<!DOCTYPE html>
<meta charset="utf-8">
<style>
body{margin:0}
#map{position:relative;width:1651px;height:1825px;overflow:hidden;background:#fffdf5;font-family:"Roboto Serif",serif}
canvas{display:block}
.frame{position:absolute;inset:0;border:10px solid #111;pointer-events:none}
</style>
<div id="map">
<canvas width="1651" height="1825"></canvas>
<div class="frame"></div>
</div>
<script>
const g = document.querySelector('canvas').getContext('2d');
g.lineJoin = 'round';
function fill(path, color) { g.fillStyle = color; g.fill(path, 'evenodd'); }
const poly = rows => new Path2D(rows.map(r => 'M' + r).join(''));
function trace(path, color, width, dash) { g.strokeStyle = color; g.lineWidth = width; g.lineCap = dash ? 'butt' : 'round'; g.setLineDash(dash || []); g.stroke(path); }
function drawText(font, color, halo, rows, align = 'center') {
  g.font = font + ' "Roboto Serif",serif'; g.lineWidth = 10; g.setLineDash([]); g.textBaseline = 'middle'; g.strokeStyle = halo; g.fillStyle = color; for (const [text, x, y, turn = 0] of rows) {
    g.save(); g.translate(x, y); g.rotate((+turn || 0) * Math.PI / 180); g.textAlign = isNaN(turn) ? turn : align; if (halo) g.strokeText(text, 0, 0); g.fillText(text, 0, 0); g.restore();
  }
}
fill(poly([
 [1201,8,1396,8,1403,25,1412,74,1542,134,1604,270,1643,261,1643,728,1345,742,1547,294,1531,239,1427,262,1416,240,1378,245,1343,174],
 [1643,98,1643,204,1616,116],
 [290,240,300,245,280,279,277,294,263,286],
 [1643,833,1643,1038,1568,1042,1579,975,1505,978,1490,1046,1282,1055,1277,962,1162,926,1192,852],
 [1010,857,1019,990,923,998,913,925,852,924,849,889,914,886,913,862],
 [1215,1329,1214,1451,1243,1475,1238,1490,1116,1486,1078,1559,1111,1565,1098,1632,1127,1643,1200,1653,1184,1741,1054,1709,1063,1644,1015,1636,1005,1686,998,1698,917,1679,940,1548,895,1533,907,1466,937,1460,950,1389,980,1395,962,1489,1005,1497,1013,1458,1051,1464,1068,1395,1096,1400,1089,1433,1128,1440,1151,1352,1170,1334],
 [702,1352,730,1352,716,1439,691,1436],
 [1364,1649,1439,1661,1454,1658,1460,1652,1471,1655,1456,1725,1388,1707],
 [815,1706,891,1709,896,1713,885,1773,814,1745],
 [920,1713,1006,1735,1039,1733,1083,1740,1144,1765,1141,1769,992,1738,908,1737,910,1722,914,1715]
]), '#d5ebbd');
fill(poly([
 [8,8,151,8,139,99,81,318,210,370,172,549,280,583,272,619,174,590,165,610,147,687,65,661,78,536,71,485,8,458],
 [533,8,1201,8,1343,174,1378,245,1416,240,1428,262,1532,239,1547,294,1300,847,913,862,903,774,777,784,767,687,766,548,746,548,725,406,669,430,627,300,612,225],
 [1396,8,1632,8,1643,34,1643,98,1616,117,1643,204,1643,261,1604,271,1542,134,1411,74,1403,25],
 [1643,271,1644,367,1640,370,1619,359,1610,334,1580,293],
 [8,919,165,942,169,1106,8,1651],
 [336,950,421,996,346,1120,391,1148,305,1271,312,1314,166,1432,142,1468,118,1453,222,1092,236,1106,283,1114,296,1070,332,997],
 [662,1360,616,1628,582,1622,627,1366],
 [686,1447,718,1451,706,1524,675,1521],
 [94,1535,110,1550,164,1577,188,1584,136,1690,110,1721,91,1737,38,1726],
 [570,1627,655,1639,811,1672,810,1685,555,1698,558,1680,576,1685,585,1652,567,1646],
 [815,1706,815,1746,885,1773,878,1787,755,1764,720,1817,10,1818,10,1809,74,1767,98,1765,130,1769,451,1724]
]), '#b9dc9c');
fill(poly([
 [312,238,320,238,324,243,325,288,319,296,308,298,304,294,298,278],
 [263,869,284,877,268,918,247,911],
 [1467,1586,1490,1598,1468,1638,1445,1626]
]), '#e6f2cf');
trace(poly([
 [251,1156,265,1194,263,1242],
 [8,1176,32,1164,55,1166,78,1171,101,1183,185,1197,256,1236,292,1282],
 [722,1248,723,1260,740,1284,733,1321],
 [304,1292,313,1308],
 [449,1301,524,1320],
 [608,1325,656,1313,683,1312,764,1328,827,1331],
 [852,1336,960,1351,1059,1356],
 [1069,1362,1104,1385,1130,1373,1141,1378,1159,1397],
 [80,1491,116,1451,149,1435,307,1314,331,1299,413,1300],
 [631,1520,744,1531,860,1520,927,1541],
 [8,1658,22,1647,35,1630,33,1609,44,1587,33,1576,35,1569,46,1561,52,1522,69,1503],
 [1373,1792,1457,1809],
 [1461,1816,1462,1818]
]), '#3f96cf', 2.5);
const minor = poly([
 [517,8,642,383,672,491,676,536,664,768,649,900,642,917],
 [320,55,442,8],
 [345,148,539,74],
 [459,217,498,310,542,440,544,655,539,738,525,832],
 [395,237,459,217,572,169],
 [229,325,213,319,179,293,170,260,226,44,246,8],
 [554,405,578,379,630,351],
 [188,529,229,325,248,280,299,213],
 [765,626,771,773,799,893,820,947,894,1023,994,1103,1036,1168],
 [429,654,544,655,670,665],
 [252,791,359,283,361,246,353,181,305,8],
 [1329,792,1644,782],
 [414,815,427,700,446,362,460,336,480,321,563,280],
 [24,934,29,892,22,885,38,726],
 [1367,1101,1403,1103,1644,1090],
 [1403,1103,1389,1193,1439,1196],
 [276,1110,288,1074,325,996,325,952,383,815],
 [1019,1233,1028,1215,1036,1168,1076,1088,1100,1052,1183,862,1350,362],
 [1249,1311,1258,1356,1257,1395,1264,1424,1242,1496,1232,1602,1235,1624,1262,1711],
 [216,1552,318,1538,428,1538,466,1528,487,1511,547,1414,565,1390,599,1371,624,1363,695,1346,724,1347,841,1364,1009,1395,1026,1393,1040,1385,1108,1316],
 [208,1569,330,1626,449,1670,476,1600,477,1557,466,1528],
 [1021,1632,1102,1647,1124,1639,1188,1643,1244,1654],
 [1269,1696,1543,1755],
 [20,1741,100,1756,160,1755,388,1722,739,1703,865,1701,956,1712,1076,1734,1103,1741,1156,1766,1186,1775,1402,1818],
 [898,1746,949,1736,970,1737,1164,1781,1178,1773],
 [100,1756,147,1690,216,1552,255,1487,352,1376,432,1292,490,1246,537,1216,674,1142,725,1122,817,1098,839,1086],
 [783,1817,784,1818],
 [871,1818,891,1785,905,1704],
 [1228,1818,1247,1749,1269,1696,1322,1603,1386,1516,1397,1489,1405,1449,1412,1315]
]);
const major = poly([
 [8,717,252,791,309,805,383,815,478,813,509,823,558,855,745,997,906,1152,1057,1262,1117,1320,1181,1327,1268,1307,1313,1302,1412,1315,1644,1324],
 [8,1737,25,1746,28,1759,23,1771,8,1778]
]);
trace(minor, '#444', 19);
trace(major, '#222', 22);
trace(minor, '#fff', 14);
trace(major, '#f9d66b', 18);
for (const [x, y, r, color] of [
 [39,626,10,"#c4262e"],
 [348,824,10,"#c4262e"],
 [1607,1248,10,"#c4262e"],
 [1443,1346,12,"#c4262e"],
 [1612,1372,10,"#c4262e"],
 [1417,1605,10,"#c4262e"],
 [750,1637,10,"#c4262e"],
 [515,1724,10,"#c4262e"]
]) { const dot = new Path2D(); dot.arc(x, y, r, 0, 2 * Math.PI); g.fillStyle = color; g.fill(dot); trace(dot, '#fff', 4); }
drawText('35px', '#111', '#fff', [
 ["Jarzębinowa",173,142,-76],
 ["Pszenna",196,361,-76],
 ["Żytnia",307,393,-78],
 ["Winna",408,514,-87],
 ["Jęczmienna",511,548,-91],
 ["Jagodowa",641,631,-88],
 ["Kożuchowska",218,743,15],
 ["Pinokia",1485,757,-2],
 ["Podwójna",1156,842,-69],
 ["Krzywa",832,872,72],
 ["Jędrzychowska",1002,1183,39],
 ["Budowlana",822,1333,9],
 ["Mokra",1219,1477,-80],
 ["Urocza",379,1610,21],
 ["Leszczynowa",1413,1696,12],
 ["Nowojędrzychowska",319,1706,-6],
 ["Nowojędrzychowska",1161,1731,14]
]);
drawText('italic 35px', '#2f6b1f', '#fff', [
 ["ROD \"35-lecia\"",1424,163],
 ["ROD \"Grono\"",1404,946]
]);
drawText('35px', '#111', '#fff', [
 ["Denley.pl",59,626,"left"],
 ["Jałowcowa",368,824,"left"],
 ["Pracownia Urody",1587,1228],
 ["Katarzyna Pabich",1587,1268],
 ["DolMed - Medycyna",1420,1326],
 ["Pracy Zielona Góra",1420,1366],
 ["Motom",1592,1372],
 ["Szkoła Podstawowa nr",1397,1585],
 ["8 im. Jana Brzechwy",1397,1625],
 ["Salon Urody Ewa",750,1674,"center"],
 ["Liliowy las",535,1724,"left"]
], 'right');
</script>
------------------------------------
TASK GOAL = List the lines of the entries that include "turn".

PROBLEM SOLUTION =
  g.font = font + ' "Roboto Serif",serif'; g.lineWidth = 10; g.setLineDash([]); g.textBaseline = 'middle'; g.strokeStyle = halo; g.fillStyle = color; for (const [text, x, y, turn = 0] of rows) {
    g.save(); g.translate(x, y); g.rotate((+turn || 0) * Math.PI / 180); g.textAlign = isNaN(turn) ? turn : align; if (halo) g.strokeText(text, 0, 0); g.fillText(text, 0, 0); g.restore();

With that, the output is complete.